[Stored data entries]
● ● ●
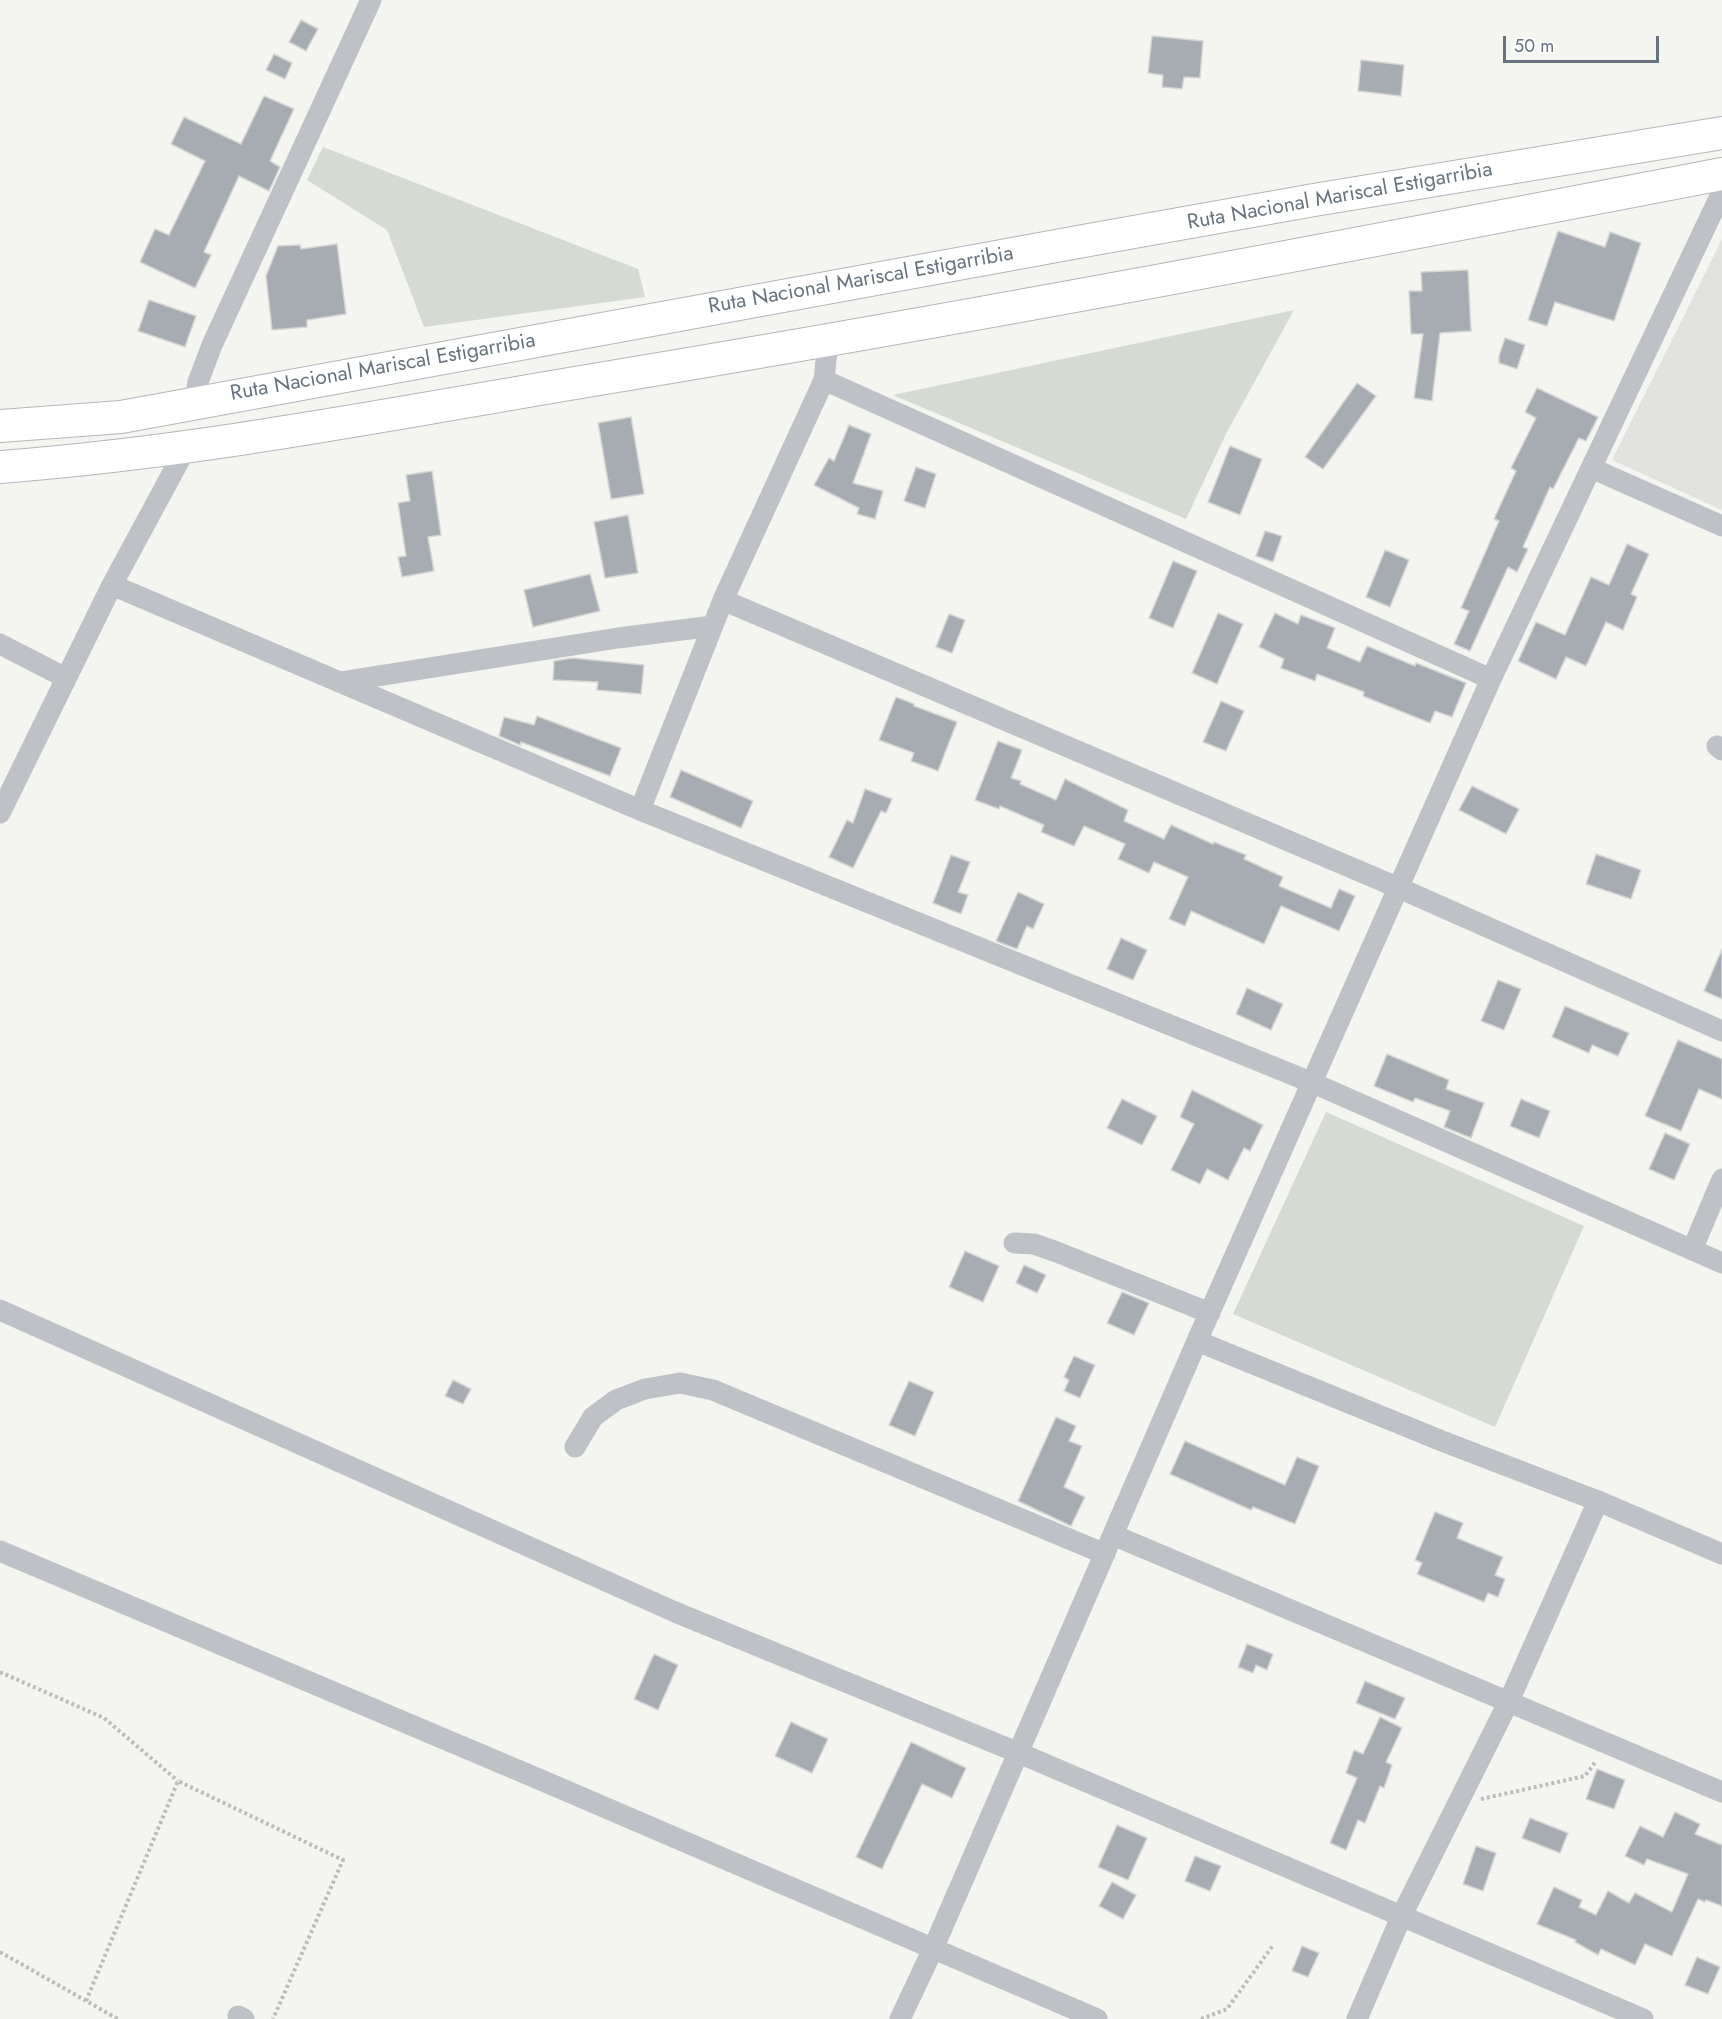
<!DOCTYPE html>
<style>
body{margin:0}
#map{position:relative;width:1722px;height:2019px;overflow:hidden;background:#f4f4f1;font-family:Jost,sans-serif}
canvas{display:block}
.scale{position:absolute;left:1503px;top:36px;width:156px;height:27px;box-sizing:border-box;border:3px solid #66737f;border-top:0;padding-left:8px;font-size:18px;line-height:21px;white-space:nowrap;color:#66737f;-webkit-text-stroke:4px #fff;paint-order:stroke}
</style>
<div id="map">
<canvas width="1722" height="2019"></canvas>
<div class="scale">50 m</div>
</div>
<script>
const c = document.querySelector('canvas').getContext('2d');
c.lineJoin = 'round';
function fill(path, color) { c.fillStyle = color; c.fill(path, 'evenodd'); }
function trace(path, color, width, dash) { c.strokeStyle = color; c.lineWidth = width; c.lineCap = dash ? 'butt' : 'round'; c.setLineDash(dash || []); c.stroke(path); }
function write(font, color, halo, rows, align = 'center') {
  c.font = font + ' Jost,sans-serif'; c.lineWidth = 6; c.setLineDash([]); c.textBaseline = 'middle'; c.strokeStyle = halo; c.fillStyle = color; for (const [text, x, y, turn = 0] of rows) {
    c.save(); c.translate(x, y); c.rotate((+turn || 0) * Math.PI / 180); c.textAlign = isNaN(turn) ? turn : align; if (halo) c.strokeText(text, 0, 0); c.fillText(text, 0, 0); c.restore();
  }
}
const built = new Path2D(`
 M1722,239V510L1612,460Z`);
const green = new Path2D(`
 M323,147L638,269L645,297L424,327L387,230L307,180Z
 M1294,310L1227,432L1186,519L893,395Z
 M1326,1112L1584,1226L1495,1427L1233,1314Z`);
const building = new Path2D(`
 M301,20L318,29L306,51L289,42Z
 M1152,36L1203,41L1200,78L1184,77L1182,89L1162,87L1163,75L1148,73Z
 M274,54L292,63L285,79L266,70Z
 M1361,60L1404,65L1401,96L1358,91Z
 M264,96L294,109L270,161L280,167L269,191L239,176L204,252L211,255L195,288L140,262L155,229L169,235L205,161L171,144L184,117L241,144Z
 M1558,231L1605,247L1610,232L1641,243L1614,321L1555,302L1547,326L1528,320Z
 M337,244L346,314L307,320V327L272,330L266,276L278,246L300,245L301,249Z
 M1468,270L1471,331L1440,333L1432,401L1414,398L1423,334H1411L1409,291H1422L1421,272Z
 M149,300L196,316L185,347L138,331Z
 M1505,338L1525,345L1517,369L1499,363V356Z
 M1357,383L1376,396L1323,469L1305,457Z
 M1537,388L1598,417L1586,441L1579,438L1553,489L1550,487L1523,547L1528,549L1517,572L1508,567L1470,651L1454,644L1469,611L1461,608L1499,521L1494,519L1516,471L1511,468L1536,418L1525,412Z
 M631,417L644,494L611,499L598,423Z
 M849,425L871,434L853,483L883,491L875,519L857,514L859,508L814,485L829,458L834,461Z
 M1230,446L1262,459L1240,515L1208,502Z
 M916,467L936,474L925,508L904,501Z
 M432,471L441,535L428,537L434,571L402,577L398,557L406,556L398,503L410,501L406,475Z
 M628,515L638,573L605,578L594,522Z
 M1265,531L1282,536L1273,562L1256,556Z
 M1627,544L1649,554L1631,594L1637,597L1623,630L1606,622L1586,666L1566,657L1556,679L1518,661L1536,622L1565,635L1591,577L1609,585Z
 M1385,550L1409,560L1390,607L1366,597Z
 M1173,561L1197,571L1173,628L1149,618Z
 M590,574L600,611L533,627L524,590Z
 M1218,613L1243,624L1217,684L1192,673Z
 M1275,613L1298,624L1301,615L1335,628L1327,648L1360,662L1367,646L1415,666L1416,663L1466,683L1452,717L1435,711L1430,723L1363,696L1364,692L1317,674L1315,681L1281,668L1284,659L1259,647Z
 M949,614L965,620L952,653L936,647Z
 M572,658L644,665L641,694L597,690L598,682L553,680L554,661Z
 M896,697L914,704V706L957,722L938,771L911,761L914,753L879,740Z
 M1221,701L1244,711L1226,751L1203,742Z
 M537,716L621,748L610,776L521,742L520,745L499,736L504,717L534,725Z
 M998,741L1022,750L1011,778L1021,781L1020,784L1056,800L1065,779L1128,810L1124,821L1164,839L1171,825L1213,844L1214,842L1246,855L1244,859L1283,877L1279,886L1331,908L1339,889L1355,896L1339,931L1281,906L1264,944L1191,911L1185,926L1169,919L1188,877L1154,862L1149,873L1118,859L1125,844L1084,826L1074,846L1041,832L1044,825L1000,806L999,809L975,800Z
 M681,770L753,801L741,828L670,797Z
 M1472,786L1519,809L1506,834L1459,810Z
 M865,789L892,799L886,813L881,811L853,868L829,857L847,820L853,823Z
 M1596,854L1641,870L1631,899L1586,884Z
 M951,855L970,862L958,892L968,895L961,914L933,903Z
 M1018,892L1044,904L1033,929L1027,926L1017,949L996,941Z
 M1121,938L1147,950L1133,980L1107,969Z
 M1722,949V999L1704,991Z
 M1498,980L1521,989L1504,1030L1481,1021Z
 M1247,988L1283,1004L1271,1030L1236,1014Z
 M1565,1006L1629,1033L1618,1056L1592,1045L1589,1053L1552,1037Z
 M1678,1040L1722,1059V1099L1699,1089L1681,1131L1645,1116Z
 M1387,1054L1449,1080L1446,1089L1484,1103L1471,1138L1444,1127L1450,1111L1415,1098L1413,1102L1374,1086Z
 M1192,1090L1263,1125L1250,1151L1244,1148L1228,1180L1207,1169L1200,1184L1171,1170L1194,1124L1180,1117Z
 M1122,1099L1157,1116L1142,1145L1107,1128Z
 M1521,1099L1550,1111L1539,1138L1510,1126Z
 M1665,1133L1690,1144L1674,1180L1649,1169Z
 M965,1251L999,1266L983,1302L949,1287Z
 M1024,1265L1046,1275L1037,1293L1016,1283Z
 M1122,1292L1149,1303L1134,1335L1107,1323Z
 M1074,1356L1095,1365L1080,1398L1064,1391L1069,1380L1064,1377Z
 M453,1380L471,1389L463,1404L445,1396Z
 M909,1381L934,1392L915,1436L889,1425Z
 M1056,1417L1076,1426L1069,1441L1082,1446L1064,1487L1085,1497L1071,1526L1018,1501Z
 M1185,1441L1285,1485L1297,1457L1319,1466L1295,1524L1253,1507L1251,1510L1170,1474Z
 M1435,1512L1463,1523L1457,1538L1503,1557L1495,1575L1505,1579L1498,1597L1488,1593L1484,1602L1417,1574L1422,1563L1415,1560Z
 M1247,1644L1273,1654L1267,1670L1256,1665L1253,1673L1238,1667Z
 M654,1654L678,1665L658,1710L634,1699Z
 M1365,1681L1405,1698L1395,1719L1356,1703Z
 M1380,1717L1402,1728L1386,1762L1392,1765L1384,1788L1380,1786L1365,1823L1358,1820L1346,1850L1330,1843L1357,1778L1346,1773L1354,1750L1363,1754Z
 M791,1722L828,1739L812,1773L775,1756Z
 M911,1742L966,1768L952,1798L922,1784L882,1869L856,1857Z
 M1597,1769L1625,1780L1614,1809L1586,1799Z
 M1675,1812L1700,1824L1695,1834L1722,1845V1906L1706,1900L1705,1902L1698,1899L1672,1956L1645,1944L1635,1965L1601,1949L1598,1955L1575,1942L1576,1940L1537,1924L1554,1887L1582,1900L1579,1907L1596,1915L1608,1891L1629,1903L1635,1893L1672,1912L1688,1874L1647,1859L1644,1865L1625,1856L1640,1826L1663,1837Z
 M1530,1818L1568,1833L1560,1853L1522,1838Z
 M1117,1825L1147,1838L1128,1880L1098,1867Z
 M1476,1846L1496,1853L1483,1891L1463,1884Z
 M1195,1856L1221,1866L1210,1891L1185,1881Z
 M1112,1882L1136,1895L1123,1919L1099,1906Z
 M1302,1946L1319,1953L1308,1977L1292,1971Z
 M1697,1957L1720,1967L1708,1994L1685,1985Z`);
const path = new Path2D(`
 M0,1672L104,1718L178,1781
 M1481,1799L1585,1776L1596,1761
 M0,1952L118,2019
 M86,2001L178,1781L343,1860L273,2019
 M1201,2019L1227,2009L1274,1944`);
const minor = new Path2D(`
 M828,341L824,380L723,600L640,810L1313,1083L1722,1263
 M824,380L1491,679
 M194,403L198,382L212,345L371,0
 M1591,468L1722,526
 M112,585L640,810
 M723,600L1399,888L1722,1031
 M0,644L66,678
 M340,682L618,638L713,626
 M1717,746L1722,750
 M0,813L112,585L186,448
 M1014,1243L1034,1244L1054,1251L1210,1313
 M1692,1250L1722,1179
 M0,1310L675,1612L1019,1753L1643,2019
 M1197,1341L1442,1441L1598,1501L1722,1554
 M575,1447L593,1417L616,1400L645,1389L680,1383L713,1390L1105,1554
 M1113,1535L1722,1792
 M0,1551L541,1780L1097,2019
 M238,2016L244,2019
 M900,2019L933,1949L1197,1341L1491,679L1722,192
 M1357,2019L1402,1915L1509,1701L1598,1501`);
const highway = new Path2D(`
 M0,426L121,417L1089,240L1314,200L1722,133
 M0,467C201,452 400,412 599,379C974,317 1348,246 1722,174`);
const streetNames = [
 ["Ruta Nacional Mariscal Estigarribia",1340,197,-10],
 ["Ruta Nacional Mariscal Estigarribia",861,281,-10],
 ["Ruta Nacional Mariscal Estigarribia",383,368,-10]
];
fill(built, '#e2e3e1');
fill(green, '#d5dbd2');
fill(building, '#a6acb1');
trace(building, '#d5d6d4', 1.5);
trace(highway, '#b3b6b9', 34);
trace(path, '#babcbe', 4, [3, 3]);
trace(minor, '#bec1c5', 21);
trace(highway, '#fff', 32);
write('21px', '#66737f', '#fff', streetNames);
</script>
● ● ●
INSTRUCTIONS TO FOLLOW: Show the lines of the entries that include the string "halo", copying each in full.

SOLUTION BELOW:
function write(font, color, halo, rows, align = 'center') {
  c.font = font + ' Jost,sans-serif'; c.lineWidth = 6; c.setLineDash([]); c.textBaseline = 'middle'; c.strokeStyle = halo; c.fillStyle = color; for (const [text, x, y, turn = 0] of rows) {
    c.save(); c.translate(x, y); c.rotate((+turn || 0) * Math.PI / 180); c.textAlign = isNaN(turn) ? turn : align; if (halo) c.strokeText(text, 0, 0); c.fillText(text, 0, 0); c.restore();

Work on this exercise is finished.